ELIZABETHTOWN, Kentucky — State and local leaders from across Kentucky gathered on Nov. 1 to discuss options for diverting individuals with mental illness, substance abuse disorders, and other behavioral health needs into treatment instead of the criminal justice system.

Hosted by the Crime and Justice Institute (CJI) and Kentucky Justice and Public Safety Cabinet, the forum provided an opportunity for jurisdictions to share examples of local diversion and treatment initiatives that could be expanded or adopted throughout the state.

“A majority of individuals cycling in and out of local jails struggle with mental illness,” said John Tilley, secretary of the Justice and Public Safety Cabinet. “Law enforcement agencies need more resources and better strategies to divert nonviolent offenders into treatment, which is more effective at protecting public safety than incarceration.”

CJI’s Lisa Margulies presented on national behavioral health statistics and the outcomes of criminal justice responses for individuals with mental health or substance abuse disorders. Margulies said individuals with behavioral health needs in the criminal justice system are at risk for negative outcomes such as victimization, longer time served, and higher likelihood of parole revocation. Collaborative reentry support is critical to help individuals with behavioral health issues remain crime free after returning to the community.

Kentucky law enforcement agencies have already begun implementing innovative programs and strategies designed to intervene at initial police contact to prevent an individual from entering the criminal justice system. The Alexandria Police Department now has two staff social workers, and multiple agencies have adopted the Angel Program, a national model built on the idea that individuals with drug addiction can seek help accessing treatment at local police departments without fearing arrest for relatively minor drug crimes. A panel of law enforcement officials highlighted these programs and identified ongoing barriers, such as the need for additional officers trained in diversion strategies and funding for social workers.

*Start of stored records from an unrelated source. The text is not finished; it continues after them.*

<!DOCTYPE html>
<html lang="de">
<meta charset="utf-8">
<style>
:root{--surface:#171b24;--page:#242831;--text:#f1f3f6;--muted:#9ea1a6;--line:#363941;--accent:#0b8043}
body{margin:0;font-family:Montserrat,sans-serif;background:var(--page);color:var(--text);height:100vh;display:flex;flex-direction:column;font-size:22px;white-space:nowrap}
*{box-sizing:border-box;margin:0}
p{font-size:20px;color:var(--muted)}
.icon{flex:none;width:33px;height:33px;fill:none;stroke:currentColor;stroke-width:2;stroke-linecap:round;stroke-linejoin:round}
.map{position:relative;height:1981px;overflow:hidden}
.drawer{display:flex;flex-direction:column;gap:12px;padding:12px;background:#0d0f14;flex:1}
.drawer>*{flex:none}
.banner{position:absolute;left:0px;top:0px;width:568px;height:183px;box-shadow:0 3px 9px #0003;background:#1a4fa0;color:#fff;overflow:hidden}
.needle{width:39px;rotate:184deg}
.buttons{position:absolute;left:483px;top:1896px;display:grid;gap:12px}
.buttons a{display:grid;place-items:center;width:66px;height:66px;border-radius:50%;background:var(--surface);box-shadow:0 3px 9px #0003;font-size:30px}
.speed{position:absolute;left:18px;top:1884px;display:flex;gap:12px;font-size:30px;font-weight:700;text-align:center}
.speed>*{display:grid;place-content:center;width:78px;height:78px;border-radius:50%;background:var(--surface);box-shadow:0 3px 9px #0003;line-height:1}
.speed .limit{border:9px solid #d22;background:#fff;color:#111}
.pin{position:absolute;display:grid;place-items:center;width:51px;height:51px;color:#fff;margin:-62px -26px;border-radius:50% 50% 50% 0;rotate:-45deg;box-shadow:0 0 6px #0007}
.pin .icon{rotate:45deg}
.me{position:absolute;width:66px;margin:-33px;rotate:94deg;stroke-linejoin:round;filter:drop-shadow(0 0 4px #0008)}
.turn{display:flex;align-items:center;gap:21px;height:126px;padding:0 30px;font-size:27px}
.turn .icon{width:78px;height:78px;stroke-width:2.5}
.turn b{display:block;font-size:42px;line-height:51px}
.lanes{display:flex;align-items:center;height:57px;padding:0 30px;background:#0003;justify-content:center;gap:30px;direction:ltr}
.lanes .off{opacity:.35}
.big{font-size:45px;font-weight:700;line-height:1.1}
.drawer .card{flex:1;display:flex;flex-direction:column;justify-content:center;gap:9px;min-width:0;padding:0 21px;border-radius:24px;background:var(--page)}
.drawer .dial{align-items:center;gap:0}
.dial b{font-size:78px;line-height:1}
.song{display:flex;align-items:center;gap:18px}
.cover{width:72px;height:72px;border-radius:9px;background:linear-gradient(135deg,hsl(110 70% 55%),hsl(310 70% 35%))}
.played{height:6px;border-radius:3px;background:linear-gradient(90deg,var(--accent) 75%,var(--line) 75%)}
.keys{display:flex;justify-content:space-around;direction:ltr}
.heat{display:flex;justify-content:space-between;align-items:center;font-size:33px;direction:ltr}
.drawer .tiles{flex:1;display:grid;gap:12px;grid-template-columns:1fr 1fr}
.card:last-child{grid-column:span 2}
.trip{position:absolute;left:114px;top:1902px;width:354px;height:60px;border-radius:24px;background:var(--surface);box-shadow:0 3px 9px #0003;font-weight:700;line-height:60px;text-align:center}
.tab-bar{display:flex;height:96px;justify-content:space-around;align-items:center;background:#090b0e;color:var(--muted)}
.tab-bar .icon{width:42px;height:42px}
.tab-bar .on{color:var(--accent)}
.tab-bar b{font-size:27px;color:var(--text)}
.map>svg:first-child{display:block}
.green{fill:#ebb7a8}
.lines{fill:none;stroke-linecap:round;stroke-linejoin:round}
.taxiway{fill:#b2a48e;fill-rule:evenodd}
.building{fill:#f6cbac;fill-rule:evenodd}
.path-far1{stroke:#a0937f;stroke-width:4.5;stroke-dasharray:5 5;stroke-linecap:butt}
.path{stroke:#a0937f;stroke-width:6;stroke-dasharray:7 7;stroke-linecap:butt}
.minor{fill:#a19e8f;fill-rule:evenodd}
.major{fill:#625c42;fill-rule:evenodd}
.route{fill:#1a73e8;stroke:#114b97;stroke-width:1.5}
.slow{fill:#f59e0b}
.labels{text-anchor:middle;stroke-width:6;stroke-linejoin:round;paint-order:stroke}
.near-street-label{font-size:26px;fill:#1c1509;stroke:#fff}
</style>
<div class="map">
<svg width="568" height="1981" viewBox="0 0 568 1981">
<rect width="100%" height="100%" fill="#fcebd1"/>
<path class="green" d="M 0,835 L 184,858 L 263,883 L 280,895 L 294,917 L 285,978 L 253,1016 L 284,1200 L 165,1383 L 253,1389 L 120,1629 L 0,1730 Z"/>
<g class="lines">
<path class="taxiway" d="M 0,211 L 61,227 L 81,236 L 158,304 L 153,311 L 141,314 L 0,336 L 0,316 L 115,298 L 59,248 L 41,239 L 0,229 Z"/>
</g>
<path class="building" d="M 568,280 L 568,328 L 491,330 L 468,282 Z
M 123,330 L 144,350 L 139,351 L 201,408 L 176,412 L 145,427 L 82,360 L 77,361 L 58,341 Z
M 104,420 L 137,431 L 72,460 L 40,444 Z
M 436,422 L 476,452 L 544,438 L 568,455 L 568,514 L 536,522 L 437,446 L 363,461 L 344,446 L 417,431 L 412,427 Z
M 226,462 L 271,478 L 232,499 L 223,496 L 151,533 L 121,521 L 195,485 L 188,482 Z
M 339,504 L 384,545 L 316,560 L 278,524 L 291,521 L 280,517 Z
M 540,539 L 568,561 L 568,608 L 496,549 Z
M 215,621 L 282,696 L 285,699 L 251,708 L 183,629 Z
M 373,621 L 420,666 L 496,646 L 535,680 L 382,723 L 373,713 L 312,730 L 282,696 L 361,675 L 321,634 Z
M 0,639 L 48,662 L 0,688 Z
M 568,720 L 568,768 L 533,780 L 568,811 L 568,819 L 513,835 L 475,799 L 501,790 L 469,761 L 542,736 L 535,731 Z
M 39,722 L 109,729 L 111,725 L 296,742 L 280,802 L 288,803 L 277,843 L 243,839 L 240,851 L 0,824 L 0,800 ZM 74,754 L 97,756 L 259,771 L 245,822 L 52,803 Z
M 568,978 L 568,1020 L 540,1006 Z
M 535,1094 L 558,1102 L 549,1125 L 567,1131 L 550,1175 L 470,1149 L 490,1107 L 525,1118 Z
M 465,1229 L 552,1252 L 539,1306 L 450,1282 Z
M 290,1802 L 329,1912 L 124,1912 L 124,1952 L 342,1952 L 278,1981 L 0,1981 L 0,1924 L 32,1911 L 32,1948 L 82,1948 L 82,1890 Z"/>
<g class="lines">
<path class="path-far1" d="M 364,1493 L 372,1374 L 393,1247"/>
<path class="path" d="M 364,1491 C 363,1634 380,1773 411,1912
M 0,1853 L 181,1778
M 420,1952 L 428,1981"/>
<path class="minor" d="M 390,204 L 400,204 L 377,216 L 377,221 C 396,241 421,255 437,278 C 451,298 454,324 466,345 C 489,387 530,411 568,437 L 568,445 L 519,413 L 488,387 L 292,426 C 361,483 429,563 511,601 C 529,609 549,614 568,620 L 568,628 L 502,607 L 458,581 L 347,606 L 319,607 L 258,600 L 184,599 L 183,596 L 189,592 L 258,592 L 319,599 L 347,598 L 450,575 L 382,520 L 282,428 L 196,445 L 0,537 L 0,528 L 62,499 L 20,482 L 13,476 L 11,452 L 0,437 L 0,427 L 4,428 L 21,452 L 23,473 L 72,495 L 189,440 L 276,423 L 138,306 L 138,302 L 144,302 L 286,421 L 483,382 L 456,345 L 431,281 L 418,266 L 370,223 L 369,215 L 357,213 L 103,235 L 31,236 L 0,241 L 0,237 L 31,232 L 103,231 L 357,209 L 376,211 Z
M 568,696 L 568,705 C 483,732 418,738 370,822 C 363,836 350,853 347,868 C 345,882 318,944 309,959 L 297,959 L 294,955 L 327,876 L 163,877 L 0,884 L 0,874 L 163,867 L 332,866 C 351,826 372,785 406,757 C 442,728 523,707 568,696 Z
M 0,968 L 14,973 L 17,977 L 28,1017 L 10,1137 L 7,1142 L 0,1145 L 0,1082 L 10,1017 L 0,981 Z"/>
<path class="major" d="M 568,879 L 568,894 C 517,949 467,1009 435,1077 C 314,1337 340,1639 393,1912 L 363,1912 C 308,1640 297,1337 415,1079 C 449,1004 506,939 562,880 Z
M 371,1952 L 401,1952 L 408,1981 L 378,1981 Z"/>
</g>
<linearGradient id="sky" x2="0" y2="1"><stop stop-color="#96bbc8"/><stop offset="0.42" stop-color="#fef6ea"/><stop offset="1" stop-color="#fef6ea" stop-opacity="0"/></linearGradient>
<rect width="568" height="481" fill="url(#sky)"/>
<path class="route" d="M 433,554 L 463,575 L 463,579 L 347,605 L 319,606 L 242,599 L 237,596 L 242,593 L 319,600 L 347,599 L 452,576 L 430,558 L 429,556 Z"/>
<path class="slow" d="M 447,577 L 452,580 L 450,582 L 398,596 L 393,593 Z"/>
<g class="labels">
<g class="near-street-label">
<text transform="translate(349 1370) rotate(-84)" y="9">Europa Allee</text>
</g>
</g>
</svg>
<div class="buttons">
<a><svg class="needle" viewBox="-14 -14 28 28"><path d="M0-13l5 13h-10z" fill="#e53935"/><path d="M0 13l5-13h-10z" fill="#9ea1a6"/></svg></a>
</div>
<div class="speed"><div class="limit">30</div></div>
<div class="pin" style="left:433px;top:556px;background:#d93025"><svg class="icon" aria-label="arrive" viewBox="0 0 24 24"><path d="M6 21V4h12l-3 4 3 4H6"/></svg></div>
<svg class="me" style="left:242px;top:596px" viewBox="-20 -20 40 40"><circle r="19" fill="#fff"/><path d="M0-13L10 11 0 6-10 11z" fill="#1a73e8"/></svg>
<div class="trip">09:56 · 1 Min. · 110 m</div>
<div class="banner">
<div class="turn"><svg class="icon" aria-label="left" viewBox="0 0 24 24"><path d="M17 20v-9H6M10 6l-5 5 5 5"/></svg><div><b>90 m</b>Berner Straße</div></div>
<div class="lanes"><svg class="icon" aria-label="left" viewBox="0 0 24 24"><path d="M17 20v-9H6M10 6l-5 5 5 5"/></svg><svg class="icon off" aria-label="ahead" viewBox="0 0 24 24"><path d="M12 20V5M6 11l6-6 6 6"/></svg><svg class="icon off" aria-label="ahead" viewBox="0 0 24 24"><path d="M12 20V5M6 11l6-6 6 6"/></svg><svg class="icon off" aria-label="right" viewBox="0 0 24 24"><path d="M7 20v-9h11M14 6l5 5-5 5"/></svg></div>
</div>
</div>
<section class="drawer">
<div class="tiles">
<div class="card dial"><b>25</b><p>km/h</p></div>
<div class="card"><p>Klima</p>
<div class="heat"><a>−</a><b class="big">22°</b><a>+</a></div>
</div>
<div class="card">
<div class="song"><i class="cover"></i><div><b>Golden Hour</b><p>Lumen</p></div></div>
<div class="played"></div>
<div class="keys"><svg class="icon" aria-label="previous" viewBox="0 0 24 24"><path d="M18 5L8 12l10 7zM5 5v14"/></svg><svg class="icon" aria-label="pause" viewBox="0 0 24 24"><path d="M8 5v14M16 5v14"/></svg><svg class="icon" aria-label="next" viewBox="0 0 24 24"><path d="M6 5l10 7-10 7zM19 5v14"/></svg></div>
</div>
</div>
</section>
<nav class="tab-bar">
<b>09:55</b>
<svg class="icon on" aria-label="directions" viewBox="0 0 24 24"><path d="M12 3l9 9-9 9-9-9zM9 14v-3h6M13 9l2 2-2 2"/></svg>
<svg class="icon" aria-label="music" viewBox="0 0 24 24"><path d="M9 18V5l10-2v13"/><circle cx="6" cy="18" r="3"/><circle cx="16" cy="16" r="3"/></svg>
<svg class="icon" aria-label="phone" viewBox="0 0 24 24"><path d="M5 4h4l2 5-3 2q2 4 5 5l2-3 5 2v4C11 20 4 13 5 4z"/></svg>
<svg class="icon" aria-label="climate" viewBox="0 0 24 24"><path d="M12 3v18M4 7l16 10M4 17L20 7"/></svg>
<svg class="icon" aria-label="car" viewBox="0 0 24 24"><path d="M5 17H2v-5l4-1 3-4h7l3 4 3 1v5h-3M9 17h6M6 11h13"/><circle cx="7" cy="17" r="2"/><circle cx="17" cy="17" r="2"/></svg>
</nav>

In addition to diversion, the Kentucky forum focused on the growing need to address behavioral health challenges of individuals already involved in the criminal justice system. Kentucky has made significant progress in addressing behavioral health needs in recent years, but experts who spoke at the forum said there is more work to be done to strengthen community-based partnerships and adopt evidence-based solutions to address ongoing challenges. Programs in Kentucky such as the Living Room provide evidence-based methods of treatment that meet individuals where they are while promoting positive long term outcomes.

“In every corner of Kentucky, law enforcement agencies are grappling with more encounters related to mental illness and substance use disorder,” Tilley said. “This forum was a crucial first step in exploring best practices, both here and across the country. The panelists brought a wealth of knowledge and experience, and I look forward to using this conversation as a springboard to improve policy, strengthen public safety, and increase treatment and save lives.”

The event was the third in a series of forums hosted by CJI as part of an initiative of the Department of Justice’s Bureau of Justice Assistance designed to encourage collaborative criminal justice reform efforts across the nation. In the coming months CJI will host two additional forums.